> _Dataset records_

-*-*-

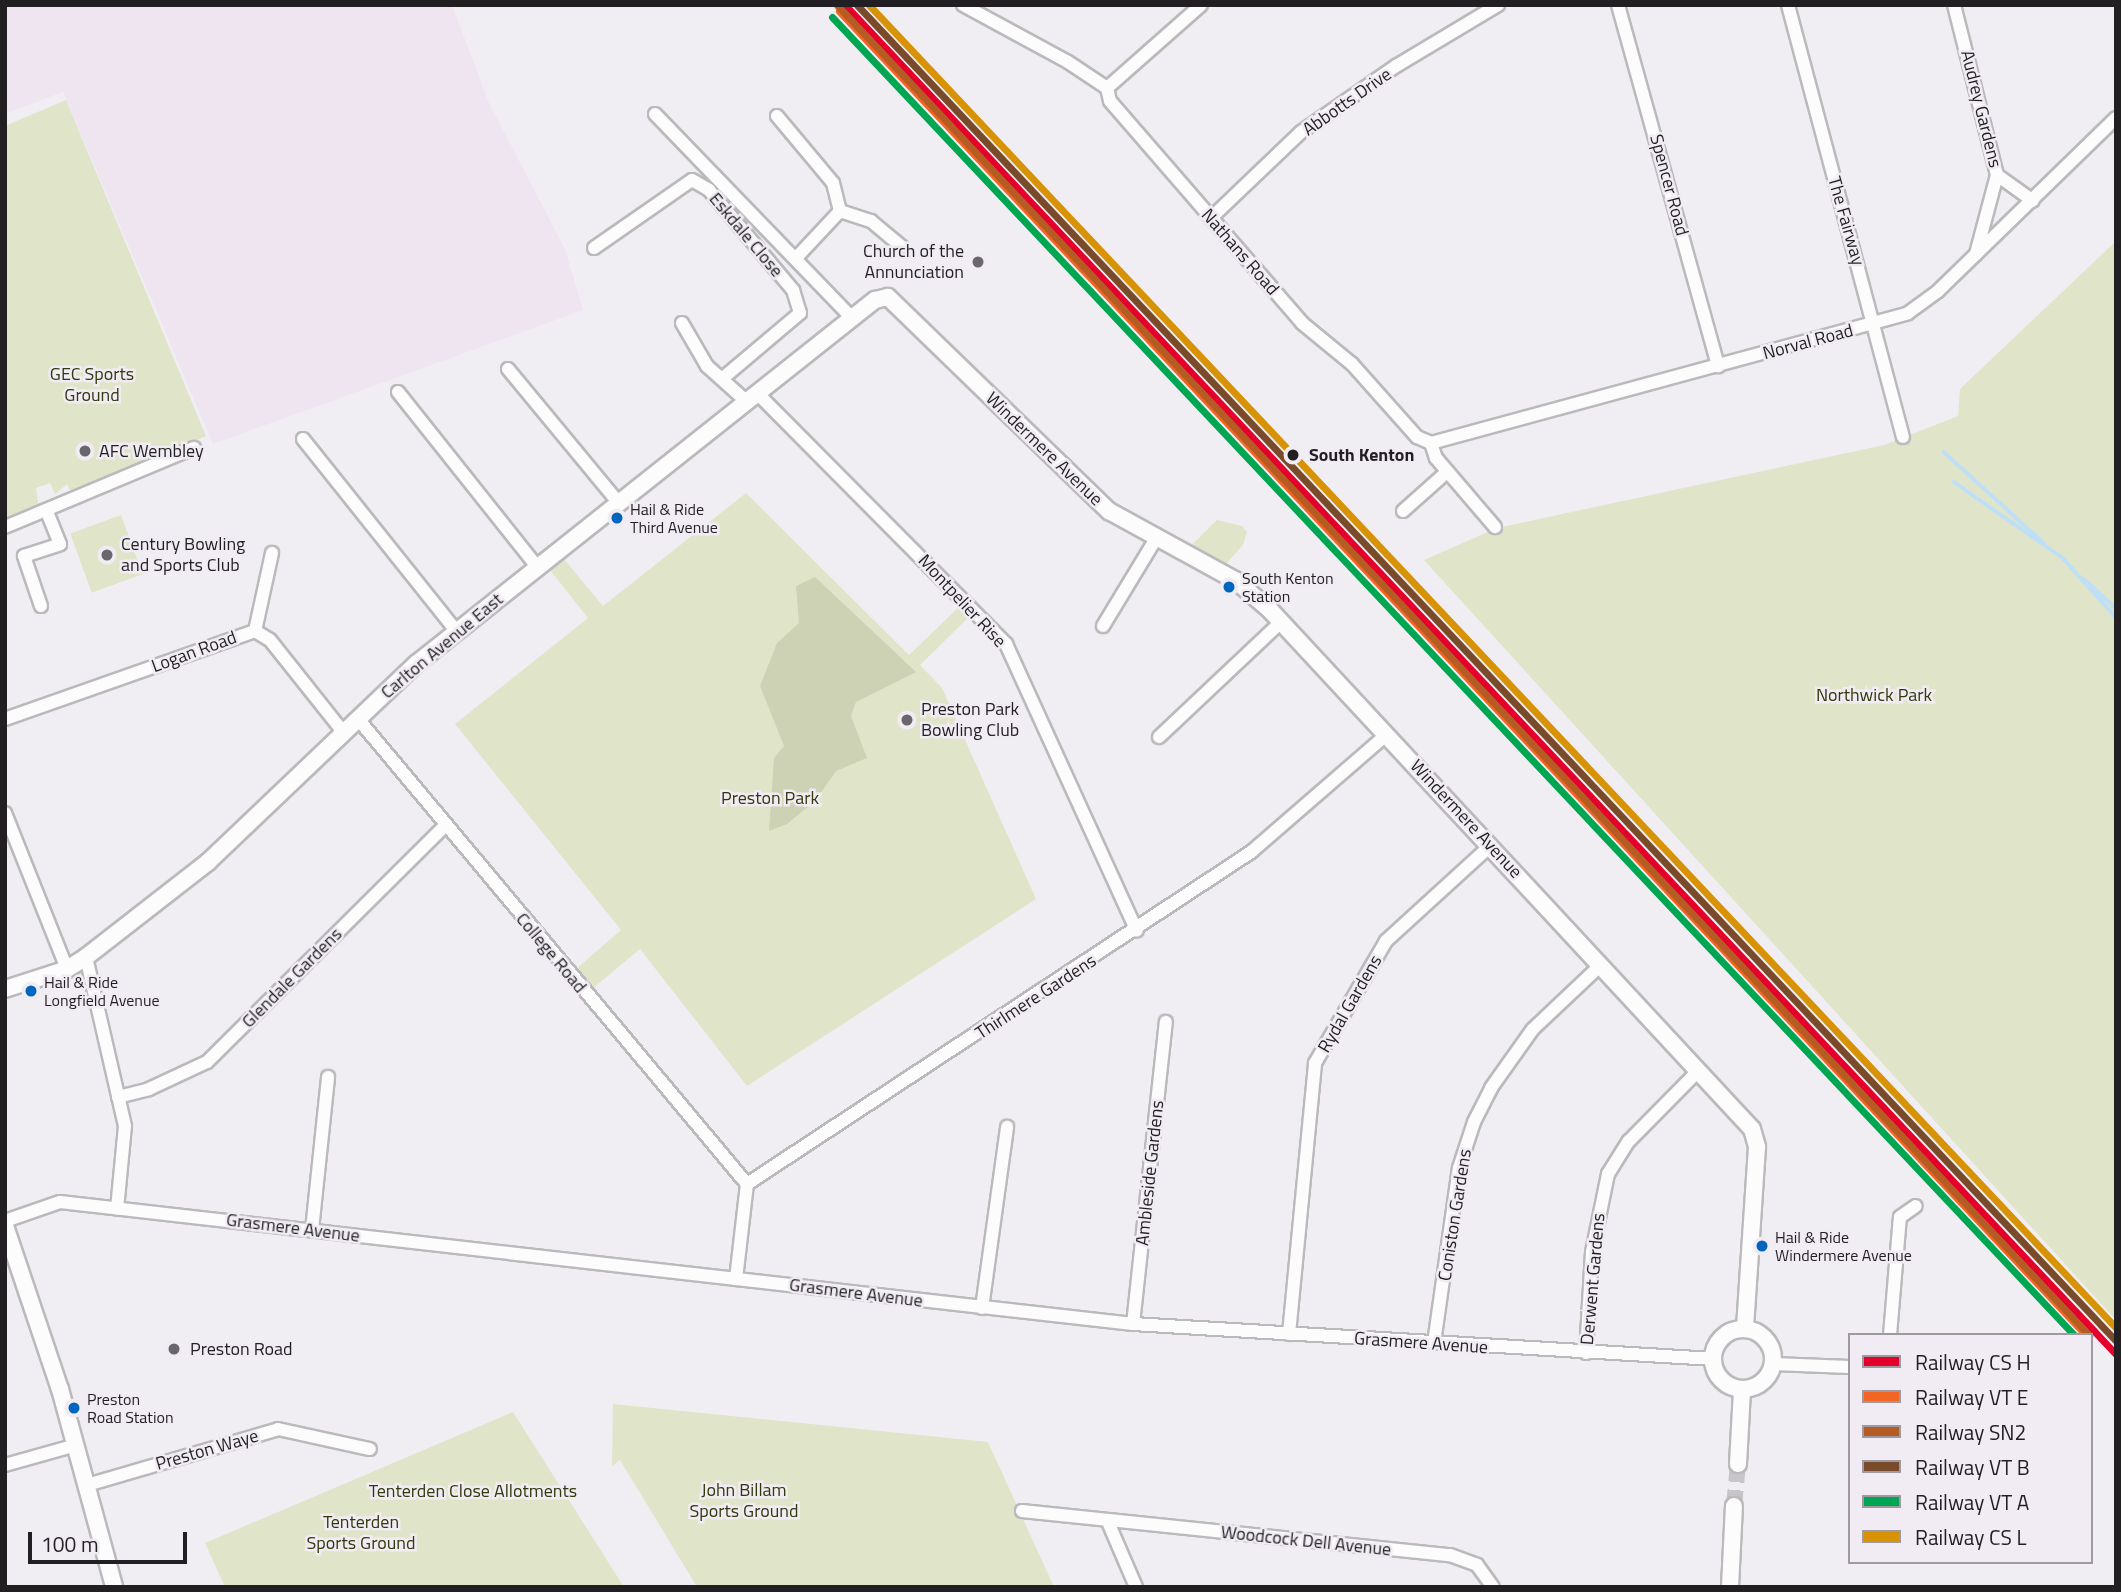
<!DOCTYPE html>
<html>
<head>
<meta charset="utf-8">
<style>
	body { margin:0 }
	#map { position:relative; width:2121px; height:1592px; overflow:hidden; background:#f0eef2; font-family:"Titillium Web",sans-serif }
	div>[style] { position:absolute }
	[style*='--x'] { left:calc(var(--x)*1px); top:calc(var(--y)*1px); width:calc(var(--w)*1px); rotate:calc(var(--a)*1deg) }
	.industrial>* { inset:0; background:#efe5f1 }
	.green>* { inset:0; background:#e0e5c9; transform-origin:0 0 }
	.forest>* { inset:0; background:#ccd2b3 }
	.stream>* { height:3.5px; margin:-1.75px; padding:0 1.75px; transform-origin:1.75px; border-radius:1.75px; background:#bedff6 }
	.tertiary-tunnel>* { height:16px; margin-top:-8px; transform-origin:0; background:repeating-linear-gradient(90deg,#c7c5c8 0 16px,transparent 0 24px) }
	.roads { filter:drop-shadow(2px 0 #bab9bc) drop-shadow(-2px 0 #bab9bc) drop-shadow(0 2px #bab9bc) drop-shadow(0 -2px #bab9bc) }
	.minor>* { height:12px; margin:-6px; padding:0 6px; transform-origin:6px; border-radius:6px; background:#fdfcfd }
	.tertiary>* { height:16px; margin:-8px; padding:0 8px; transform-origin:8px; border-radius:8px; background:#fdfcfd }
	.tertiary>.ring { margin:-8px; padding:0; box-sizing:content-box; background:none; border:16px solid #fdfcfd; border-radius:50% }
	.rail-1>* { height:7px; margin:-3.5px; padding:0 3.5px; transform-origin:3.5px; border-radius:3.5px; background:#e4002b }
	.rail-2>* { height:7px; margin:-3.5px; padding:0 3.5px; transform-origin:3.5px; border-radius:3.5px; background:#f26522 }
	.rail-3>* { height:7px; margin:-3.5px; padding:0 3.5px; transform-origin:3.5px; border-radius:3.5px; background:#b55b24 }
	.rail-4>* { height:7px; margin:-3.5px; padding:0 3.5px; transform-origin:3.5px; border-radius:3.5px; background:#7a4b2a }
	.rail-5>* { height:7px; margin:-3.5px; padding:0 3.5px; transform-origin:3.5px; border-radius:3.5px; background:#00a651 }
	.rail-6>* { height:7px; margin:-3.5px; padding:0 3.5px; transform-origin:3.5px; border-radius:3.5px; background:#d79205 }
	.dots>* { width:19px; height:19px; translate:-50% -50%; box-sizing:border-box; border:4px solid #f1ecf4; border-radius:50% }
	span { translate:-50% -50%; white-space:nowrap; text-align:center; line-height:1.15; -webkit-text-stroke:5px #f1ecf4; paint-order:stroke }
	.bus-label { font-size:16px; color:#211f22 }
	.left { translate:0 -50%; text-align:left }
	.street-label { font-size:18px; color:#211f22 }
	.poi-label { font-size:18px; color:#211f22 }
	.right { translate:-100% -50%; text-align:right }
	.park-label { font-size:18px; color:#32390a }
	.stop-label { font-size:18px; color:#211f22; font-weight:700 }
	.frame { position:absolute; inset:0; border:7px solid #211f22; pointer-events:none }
	.legend { position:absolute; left:1848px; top:1333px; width:245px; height:231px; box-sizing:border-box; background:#f1ecf4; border:2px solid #9e9aa0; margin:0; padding:9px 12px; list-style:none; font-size:21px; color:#211f22 }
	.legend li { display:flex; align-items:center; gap:14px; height:35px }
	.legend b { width:35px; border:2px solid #9e9aa0 }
	.scale { position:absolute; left:28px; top:1532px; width:159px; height:32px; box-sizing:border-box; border:4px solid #211f22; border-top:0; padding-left:9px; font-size:21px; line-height:24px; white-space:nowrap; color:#211f22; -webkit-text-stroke:5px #f1ecf4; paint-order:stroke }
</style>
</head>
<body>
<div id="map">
	<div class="industrial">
		<i style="clip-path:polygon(5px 5px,452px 5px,489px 103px,565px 249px,583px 310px,213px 444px,63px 92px,5px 114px)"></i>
	</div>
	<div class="green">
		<i style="clip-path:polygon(66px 100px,206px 436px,71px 493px,67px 484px,55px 494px,50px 483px,36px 488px,39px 508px,5px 519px,5px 126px)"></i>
		<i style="clip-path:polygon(2116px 241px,2116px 1320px,1424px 560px,1497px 528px,1884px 445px,1958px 416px,1960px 389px)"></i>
		<i style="clip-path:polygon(746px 493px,909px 655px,958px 608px,968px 618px,920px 665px,942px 688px,1036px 899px,747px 1086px,640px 949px,592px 989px,576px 969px,621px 930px,455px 724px,588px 618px,550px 570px,564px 559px,603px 606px)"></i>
		<i style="left:121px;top:515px;width:63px;height:54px;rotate:70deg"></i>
		<i style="clip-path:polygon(1217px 520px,1242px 526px,1247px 532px,1243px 545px,1226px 564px,1191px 546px)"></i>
		<i style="clip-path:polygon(613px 1404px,988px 1442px,1054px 1587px,697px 1587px,620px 1460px,612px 1466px)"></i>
		<i style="clip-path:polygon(513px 1412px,624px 1587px,225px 1587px,205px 1543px)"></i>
	</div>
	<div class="forest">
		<i style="clip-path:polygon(815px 577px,916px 672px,856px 702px,851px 716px,867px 758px,836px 771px,816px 800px,787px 824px,769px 831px,774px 758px,784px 746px,760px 686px,777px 643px,799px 623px,796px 586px)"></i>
	</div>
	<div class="stream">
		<i style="--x:1944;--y:452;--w:135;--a:42.3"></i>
		<i style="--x:1954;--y:482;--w:133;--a:34.9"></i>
		<i style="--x:2063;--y:558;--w:79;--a:48.1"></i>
		<i style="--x:2084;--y:579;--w:43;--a:42.2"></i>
	</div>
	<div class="tertiary-tunnel">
		<i style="--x:1734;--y:1506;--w:42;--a:-84.6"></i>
	</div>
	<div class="roads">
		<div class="minor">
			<i style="--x:963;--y:5;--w:119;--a:28.5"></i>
			<i style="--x:1068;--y:62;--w:47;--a:33.7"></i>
			<i style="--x:1107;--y:88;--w:13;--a:77"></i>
			<i style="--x:1110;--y:101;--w:294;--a:49.1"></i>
			<i style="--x:1302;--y:323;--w:65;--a:39.4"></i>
			<i style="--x:1352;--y:364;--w:98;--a:48.3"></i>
			<i style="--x:1417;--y:437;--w:15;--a:23"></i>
			<i style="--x:1431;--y:443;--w:494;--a:-15.2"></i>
			<i style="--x:1908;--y:313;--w:37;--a:-36"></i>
			<i style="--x:1938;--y:291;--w:248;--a:-44.2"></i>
			<i style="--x:1618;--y:5;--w:375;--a:74.5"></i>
			<i style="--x:1788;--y:5;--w:447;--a:75.1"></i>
			<i style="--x:1954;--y:5;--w:175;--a:75.8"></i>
			<i style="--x:1997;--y:175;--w:82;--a:104.9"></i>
			<i style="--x:1107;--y:88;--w:125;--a:-41.4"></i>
			<i style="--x:655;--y:114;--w:284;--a:46"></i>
			<i style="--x:777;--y:116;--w:87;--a:50.1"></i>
			<i style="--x:833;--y:183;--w:29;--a:76"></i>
			<i style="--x:840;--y:211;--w:64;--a:133.1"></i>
			<i style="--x:1997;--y:175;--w:44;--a:35.8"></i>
			<i style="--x:840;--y:211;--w:33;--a:18"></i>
			<i style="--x:871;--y:221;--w:40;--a:40"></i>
			<i style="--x:1211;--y:218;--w:124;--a:-43.7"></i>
			<i style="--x:1301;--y:132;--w:116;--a:-34.8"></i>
			<i style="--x:1396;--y:66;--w:119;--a:-30.9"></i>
			<i style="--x:594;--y:248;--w:119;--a:-34.8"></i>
			<i style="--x:692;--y:180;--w:20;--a:30"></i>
			<i style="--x:709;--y:190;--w:131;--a:50"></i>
			<i style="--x:793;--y:290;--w:24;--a:73"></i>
			<i style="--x:800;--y:313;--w:101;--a:139.8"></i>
			<i style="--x:682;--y:323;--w:50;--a:59.8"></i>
			<i style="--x:707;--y:366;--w:52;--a:41.9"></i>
			<i style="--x:508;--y:369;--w:174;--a:50.4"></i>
			<i style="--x:398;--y:392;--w:225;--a:51.5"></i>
			<i style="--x:757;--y:393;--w:354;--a:45.2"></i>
			<i style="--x:1006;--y:644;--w:315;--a:65.5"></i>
			<i style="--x:303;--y:439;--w:246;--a:51.4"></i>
			<i style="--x:1431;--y:443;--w:16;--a:72"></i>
			<i style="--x:1436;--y:458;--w:91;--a:49.5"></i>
			<i style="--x:1403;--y:511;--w:59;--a:-41.6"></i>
			<i style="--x:5;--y:527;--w:205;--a:-22.7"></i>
			<i style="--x:41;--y:606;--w:53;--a:-108.8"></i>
			<i style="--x:24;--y:556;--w:38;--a:-18"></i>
			<i style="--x:60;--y:544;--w:37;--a:-112"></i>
			<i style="--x:1103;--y:626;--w:100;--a:-58.8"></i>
			<i style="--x:255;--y:631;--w:80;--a:-77.7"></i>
			<i style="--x:5;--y:719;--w:265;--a:-19.4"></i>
			<i style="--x:255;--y:631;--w:17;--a:31"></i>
			<i style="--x:270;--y:640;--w:119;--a:51.5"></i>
			<i style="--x:358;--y:719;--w:606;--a:50.09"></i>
			<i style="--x:1159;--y:737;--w:168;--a:-43.3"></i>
			<i style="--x:5;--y:813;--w:168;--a:68.3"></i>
			<i style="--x:86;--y:957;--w:173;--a:77"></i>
			<i style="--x:125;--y:1126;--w:83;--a:95.5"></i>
			<i style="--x:118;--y:1097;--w:32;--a:-14"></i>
			<i style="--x:149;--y:1089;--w:64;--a:-25"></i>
			<i style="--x:207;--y:1062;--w:335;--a:-44.8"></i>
			<i style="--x:5;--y:1221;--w:58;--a:-19.1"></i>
			<i style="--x:60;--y:1202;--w:1080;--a:6.49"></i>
			<i style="--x:1133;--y:1324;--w:581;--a:3.45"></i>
			<i style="--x:312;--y:1230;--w:154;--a:-84"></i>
			<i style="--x:736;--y:1279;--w:96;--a:-83.4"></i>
			<i style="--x:747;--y:1184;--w:604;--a:-33.37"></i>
			<i style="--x:1251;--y:852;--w:180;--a:-40.9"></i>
			<i style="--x:982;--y:1308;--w:183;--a:-82.1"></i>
			<i style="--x:1133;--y:1324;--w:304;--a:-83.8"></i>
			<i style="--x:1289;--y:1334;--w:272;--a:-84.5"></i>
			<i style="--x:1315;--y:1063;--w:141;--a:-59.8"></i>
			<i style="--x:1386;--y:941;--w:142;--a:-42.4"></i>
			<i style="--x:1890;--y:1335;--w:118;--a:-85.2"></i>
			<i style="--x:1900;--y:1217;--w:19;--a:-35"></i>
			<i style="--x:1434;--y:1343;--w:177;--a:-81.9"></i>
			<i style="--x:1459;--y:1168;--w:48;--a:-71.9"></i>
			<i style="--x:1474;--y:1122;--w:38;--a:-63"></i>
			<i style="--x:1491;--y:1088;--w:72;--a:-54.6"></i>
			<i style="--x:1533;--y:1029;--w:93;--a:-43.3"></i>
			<i style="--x:1586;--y:1353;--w:101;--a:-86.6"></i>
			<i style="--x:1592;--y:1252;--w:80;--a:-78.4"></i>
			<i style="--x:1608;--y:1174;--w:39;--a:-58"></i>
			<i style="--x:1629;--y:1141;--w:98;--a:-45.4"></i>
			<i style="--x:1773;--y:1364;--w:77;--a:2.2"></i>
			<i style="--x:5;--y:1465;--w:74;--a:-15.7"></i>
			<i style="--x:87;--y:1485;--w:199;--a:-16.3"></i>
			<i style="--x:278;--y:1429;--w:94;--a:12.3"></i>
			<i style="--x:1022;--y:1511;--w:430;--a:5.9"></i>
			<i style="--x:1450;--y:1555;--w:29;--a:20"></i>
			<i style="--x:1477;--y:1565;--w:27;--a:54"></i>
			<i style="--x:1108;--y:1522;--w:71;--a:66.7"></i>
		</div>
		<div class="tertiary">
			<i style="--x:5;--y:989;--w:65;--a:-17.9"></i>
			<i style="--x:67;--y:969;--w:22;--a:-32"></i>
			<i style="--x:86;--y:957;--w:155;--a:-37.9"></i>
			<i style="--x:208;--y:862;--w:287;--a:-43.6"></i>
			<i style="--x:416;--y:664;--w:586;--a:-38.42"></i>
			<i style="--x:875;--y:300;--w:13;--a:-13"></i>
			<i style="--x:888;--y:297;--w:308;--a:44.1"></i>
			<i style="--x:1109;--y:511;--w:144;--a:28.7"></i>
			<i style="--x:1235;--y:580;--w:46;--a:40.6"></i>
			<i style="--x:1270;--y:610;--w:708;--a:47.12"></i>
			<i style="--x:1752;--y:1129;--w:19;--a:74"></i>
			<i style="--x:1757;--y:1147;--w:182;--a:93.8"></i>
			<i style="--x:5;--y:1226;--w:172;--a:71.4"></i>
			<i style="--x:60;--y:1389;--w:205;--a:74.7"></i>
			<i class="ring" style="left:1713px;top:1329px;width:44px;height:44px"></i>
			<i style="--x:1738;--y:1464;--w:75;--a:-86.9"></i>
			<i style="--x:1730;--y:1587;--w:81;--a:-87.2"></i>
		</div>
	</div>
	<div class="rail-1">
		<i style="--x:845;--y:5;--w:1853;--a:46.71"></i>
	</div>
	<div class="rail-2">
		<i style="--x:839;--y:11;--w:1819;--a:46.72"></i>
	</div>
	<div class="rail-3">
		<i style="--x:837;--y:5;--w:1827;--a:46.73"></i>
	</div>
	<div class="rail-4">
		<i style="--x:857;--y:5;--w:1836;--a:46.7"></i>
	</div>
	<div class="rail-5">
		<i style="--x:832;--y:17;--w:1811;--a:46.7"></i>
	</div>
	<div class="rail-6">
		<i style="--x:869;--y:5;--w:1818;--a:46.69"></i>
	</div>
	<div class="dots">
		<i style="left:978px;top:262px;background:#69676b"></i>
		<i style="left:85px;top:451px;background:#69676b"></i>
		<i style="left:1293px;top:455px;background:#211f22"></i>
		<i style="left:617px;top:518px;background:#0065bd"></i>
		<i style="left:107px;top:555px;background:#69676b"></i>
		<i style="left:1229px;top:587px;background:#0065bd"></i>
		<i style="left:907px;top:720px;background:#69676b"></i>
		<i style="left:31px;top:991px;background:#0065bd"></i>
		<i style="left:1762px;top:1246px;background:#0065bd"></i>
		<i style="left:174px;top:1349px;background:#69676b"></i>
		<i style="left:74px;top:1408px;background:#0065bd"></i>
	</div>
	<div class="bus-label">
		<span class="left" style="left:630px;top:518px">Hail &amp; Ride<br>Third Avenue</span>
		<span class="left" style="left:1242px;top:587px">South Kenton<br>Station</span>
		<span class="left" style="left:44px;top:991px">Hail &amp; Ride<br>Longfield Avenue</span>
		<span class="left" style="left:1775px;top:1246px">Hail &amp; Ride<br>Windermere Avenue</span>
		<span class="left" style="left:87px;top:1408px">Preston<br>Road Station</span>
	</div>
	<div class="street-label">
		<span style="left:1347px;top:102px;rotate:-35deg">Abbotts Drive</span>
		<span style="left:1981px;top:109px;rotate:76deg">Audrey Gardens</span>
		<span style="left:1669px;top:185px;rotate:75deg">Spencer Road</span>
		<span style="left:1846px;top:221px;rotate:74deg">The Fairway</span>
		<span style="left:746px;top:235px;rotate:50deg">Eskdale Close</span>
		<span style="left:1240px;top:252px;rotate:49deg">Nathans Road</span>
		<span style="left:1808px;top:342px;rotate:-15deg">Norval Road</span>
		<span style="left:1044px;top:449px;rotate:44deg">Windermere Avenue</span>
		<span style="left:962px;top:601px;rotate:47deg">Montpelier Rise</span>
		<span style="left:442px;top:646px;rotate:-40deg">Carlton Avenue East</span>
		<span style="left:194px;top:652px;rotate:-20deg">Logan Road</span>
		<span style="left:1466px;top:819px;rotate:47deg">Windermere Avenue</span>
		<span style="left:551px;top:953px;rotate:50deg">College Road</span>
		<span style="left:292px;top:978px;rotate:-45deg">Glendale Gardens</span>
		<span style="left:1036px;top:997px;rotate:-33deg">Thirlmere Gardens</span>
		<span style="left:1350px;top:1004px;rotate:-60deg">Rydal Gardens</span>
		<span style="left:1150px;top:1173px;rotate:-84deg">Ambleside Gardens</span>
		<span style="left:1455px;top:1215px;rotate:-81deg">Coniston Gardens</span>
		<span style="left:293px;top:1228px;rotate:7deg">Grasmere Avenue</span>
		<span style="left:1593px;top:1279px;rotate:-85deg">Derwent Gardens</span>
		<span style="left:856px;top:1293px;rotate:7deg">Grasmere Avenue</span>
		<span style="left:1421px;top:1343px;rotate:4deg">Grasmere Avenue</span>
		<span style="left:207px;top:1450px;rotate:-16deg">Preston Waye</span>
		<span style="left:1306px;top:1541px;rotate:6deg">Woodcock Dell Avenue</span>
	</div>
	<div class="poi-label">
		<span class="right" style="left:964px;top:262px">Church of the<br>Annunciation</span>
		<span class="left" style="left:99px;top:451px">AFC Wembley</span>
		<span class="left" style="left:121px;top:555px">Century Bowling<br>and Sports Club</span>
		<span class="left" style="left:921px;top:720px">Preston Park<br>Bowling Club</span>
		<span class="left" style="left:190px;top:1349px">Preston Road</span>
	</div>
	<div class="park-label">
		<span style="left:92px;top:385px">GEC Sports<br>Ground</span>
		<span style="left:1874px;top:695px">Northwick Park</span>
		<span style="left:770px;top:798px">Preston Park</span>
		<span style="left:473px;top:1491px">Tenterden Close Allotments</span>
		<span style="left:744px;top:1501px">John Billam<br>Sports Ground</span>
		<span style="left:361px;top:1533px">Tenterden<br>Sports Ground</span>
	</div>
	<div class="stop-label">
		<span class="left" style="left:1309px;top:455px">South Kenton</span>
	</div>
	<div class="frame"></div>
	<ul class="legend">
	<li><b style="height:9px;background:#e4002b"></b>Railway CS H</li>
	<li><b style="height:9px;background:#f26522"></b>Railway VT E</li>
	<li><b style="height:9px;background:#b55b24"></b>Railway SN2</li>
	<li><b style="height:9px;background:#7a4b2a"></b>Railway VT B</li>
	<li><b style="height:9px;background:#00a651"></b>Railway VT A</li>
	<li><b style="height:9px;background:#d79205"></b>Railway CS L</li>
	</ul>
	<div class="scale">100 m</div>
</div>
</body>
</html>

-*-*-

Which lines in the records above contain the word "center"? Return each of them.

> _The answer_
	span { translate:-50% -50%; white-space:nowrap; text-align:center; line-height:1.15; -webkit-text-stroke:5px #f1ecf4; paint-order:stroke }
	.legend li { display:flex; align-items:center; gap:14px; height:35px }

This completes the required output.